Выбрать главу

Рассвет бросает на город чудесные отблески, слышно пение птиц, небо окрашено в аметистовый цвет. Когда я открываю глаза, предчувствуя красоту нежного утра, то вижу легкую дрожь блаженства, пробегающую по верхушкам пальм.

Я ощущаю, как лень охватывает меня, и постепенно мой мозг превращается в пар. Чувство здешней жажды нельзя сравнить ни с чем, что было бы тебе знакомо; оно бесконечно и никогда не ослабевает, что бы ты ни пил, лишь возбуждает жажду, вместо того чтобы утолять. Мысль о стакане чистой и холодной воды становится навязчивой, граничит с кошмаром. Я представляю, какое наслаждение ожидает меня, когда я сойду с лошади в Медеа, представляю себе кубок, наполненный до краев чистой ледяной горной водой, и в моем горле возникают страшной силы спазмы. Я не могу отогнать от себя эту навязчивую мысль. Мною овладевает необоримое желание, которому подчинены все мои чувства, ничто не может сравниться с единственной мечтой — утолить жажду. Все равно! В этой несравненной стране есть нечто неуловимое, не поддающееся объяснению, что заставляет меня ее нежно любить.

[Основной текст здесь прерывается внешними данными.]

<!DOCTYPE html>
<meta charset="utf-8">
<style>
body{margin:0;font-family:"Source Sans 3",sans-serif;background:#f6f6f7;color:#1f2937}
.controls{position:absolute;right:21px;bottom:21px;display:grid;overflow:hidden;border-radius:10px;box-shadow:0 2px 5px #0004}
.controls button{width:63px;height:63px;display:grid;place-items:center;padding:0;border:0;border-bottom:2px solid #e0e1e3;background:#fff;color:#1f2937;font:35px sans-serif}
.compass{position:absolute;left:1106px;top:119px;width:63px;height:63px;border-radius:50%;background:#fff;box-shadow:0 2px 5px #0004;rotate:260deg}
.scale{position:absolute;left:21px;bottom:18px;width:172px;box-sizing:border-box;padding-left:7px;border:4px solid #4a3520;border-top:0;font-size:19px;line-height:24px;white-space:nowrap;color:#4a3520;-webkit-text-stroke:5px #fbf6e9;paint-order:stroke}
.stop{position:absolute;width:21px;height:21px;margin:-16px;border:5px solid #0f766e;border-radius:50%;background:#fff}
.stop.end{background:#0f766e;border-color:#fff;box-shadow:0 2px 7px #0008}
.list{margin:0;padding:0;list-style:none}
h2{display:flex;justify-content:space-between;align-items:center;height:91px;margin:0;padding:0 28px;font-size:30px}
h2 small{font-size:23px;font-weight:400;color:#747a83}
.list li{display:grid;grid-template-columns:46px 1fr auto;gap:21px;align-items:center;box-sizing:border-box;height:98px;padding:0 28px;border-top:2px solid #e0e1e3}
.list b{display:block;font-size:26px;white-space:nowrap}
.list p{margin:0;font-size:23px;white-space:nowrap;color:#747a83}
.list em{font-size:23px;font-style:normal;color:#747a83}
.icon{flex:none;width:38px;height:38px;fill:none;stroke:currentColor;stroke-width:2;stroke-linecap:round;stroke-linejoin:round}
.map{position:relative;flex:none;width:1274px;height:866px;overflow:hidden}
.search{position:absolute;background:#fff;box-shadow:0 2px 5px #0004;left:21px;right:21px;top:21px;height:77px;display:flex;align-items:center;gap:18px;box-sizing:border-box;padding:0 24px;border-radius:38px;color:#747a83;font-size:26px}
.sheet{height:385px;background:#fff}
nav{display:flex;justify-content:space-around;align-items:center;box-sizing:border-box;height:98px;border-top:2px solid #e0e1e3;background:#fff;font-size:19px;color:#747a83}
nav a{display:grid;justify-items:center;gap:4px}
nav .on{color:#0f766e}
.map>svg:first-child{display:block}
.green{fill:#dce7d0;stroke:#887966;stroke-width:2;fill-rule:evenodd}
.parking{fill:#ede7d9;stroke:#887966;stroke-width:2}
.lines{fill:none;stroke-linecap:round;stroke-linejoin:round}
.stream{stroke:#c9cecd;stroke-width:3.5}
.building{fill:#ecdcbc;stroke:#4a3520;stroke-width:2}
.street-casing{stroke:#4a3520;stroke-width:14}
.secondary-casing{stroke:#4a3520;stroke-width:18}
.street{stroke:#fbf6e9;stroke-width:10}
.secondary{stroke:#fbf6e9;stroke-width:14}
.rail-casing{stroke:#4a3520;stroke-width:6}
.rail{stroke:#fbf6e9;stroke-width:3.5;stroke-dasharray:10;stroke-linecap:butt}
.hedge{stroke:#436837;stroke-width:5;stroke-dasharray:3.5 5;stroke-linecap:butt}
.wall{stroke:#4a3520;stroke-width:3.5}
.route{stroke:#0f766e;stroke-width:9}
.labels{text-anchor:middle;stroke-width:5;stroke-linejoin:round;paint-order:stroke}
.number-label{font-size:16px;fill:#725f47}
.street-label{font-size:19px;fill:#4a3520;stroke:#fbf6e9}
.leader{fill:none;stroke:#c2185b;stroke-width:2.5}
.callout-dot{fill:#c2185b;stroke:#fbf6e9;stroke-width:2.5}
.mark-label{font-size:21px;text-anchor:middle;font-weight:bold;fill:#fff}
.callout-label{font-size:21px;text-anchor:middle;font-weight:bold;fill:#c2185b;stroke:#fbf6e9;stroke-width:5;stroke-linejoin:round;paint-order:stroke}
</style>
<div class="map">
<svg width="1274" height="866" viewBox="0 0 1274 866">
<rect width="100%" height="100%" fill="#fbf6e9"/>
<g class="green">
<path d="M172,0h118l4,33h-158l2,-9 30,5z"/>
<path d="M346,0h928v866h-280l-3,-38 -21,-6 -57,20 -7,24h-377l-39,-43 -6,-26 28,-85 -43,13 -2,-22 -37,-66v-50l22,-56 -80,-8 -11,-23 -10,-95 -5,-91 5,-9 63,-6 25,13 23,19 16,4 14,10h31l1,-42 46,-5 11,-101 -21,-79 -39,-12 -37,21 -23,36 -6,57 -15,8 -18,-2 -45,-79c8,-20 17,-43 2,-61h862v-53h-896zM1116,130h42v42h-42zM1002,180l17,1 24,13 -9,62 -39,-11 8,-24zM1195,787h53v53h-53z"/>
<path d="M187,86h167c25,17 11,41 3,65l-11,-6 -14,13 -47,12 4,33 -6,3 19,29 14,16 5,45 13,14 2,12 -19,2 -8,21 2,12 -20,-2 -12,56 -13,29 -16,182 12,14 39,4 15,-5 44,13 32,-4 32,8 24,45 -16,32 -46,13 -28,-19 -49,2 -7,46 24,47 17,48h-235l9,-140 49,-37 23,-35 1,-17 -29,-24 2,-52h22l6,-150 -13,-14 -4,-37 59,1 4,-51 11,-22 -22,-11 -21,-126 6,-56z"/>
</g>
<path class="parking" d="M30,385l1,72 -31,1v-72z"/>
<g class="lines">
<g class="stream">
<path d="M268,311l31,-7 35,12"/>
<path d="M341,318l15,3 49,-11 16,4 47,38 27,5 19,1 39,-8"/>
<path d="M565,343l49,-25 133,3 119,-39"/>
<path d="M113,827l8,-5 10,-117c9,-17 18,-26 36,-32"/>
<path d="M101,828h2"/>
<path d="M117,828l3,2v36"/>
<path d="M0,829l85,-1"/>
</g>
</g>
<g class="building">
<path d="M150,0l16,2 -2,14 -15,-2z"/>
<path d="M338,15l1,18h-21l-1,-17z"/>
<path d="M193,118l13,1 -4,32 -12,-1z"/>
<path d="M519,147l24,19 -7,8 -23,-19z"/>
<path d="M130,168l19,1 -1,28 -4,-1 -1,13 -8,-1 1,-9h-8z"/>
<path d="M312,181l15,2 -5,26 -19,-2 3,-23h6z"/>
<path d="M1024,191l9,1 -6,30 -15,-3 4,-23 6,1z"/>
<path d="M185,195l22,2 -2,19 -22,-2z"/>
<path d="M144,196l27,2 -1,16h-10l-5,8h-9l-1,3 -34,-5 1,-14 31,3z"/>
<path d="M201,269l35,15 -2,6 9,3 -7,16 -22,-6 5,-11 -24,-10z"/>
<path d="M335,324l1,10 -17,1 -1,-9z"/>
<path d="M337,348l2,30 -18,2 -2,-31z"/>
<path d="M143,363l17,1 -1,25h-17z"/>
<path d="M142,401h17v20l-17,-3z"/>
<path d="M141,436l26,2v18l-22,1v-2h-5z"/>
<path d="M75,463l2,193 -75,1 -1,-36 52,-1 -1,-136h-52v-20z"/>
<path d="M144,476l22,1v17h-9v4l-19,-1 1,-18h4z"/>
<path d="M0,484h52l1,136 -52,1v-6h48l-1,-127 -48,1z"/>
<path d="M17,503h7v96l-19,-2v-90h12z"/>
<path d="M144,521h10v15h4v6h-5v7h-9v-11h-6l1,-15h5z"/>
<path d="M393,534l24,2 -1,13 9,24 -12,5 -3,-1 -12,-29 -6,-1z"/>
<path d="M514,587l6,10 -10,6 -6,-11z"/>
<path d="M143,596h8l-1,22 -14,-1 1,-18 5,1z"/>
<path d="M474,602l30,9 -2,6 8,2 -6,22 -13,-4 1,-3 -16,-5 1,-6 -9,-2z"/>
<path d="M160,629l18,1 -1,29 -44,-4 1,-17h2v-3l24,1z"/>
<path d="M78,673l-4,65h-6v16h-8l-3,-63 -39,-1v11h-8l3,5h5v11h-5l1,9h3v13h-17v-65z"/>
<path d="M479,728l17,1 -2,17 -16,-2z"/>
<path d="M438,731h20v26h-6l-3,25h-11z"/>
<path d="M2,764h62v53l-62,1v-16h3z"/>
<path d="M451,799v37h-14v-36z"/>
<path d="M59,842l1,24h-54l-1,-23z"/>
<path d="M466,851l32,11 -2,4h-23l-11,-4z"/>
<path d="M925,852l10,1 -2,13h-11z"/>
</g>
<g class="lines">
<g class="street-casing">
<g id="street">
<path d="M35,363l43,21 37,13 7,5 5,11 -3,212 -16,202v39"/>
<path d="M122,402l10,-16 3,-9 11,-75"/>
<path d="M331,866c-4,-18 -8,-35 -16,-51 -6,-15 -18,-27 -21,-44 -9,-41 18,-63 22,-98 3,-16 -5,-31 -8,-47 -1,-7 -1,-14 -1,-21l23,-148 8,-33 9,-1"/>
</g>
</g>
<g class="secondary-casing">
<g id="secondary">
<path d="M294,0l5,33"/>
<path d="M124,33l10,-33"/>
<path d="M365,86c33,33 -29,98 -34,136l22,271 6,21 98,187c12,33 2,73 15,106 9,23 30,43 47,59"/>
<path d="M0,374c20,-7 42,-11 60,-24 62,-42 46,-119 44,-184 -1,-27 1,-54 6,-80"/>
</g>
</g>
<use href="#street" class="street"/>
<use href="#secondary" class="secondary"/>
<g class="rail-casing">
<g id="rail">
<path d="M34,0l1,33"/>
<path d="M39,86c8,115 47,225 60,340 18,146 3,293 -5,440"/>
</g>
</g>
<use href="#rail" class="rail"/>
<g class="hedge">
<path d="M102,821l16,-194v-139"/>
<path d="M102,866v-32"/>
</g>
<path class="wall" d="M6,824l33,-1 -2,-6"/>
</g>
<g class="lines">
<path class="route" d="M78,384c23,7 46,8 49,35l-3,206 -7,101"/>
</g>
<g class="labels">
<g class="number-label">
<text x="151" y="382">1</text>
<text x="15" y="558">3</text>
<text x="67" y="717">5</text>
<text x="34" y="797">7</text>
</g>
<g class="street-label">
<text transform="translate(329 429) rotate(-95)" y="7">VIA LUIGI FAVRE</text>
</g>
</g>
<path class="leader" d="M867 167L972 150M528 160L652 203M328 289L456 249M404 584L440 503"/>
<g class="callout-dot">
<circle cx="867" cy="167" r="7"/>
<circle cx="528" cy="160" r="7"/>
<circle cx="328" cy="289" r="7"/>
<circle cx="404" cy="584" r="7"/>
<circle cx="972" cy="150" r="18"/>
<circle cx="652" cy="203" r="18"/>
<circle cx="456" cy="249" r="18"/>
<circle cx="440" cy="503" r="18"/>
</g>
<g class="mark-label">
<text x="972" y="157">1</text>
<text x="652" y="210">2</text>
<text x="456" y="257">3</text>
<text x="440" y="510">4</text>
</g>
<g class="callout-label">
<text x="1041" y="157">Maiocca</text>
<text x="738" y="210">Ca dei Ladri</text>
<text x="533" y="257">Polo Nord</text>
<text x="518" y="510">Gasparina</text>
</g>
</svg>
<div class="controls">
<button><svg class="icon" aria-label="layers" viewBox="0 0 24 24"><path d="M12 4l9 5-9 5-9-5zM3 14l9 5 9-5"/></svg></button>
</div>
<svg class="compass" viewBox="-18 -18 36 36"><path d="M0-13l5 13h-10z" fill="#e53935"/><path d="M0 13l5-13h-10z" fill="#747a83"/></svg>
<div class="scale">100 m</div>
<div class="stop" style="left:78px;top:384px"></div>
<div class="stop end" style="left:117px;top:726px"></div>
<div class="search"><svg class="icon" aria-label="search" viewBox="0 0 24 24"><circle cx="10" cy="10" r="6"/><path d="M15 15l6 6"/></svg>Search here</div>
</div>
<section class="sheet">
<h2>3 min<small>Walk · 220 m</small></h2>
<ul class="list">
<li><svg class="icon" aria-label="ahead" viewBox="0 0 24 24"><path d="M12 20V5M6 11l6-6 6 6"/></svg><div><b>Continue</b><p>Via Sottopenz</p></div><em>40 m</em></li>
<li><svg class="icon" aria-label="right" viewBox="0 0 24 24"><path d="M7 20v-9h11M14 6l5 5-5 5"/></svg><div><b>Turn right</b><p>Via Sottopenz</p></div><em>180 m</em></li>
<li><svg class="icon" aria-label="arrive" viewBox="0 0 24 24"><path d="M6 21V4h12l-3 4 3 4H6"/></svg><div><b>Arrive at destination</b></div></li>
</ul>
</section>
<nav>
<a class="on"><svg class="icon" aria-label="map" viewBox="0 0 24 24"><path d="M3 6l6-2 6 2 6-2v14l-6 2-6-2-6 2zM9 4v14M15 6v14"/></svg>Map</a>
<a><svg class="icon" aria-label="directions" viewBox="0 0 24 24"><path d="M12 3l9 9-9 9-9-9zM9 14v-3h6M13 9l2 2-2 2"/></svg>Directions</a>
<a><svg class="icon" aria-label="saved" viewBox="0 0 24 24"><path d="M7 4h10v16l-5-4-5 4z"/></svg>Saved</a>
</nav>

Я с ужасом думаю, что вскоре придется вернуться на Север. В тот день, когда я выйду через восточные ворота, чтобы больше никогда не вернуться сюда, я встану лицом к странному городу и с печалью и глубоким сожалением попрощаюсь с грозной и унылой землей, которую так верно назвали — Страна жажды.

Рисунки

Диффа (этюд к картине)
Восход солнца над лагерем
Ястребы в Айн-Усэра
Привал в оазисе
Араб, везущий безумца на крупе лошади
Аудиенция у халифа
Гробница Сиди-эль-Хадж-Айка в Лагуате
Баб-эль-Гарби (Западные ворота) в Лагуате
Утренняя молитва в пустыне
Женщина из племени улед-наиль (этюд к картине)
Племя в походе. Переход брода
Таджемут (южная сторона)
Конец рамадана (Айн-Махди)
Арабские женщины, направляющиеся в мечеть (Айн-Махди)
Страна жажды

Р. Г. Ланда

Алжир 1853 г. глазами Фромантена-художника

О том, что представляет собой книга «Одно лето в Сахаре» как литературное произведение, читатель уже знает. Но значение беллетризованного дневника Эжена Фромантена не исчерпывается его художественными и философско-публицистическими достоинствами. «Одно лето в Сахаре» еще и любопытный, хотя и не бесспорный исторический документ. В этом легко убедиться, если мы вспомним, каков был Алжир в июне 1853 г., когда Фромантен, уже не раз посещавший эту страну, рискнул углубиться в северные районы Алжирской Сахары.

Ровно за 23 года до этого, в июне 1830 г., Франция приступила к завоеванию Алжира. Захват столицы страны и городов на побережье не представил большого труда для французской армии, намного превосходившей войско янычарского правителя страны (дея) по уровню организации и технического оснащения. Подписав 5 июля 1830 г. капитуляцию, дей покинул страну. Янычарская администрация перестала существовать, так как большинство янычар также были высланы. Лишь некоторые из них пошли на службу к новым завоевателям. Однако очень долгое время французские войска не могли преодолеть сопротивление племен внутренних областей, особенно начиная с 1832 г., когда во главе племен Западного и Центрального Алжира встал 24-летний Абд аль-Кадир, сын Махиддина, шейха племени хашим и главы религиозного братства Кадырийя.

Избранный эмиром, Абд аль-Кадир нанес французской армии ряд поражений и заставил Париж признать созданное им государство. Очевидно, именно поэтому Абд аль-Кадир заслужил у французов репутацию «первого полководца современной Африки». Так характеризует его и Фромантен. Тем не менее жажда покорения Алжира, экономическое и военное превосходство над государством Абд аль-Кадира толкали правящие круги Франции к возобновлению войны. Поэтому французы систематически нарушали ими же заключенные с эмиром договоры («договор Демишеля» 1834 г., Тафнский договор 1837 г.) и провоцировали военные действия. Однако были и мирные передышки. Абд аль-Кадир пользовался ими для реформы управления, системы судопроизводства, порядка взимания налогов, для строительства новых крепостей, налаживания торговли и монетного дела, реорганизации и перевооружения армии. Значение всех этих действий эмира трудно переоценить, тем более что его власть распространялась примерно на две трети Алжира в его границах того времени, а власть предшественников эмира — янычарских деев — признавалась в лучшем случае на одной шестой территории страны.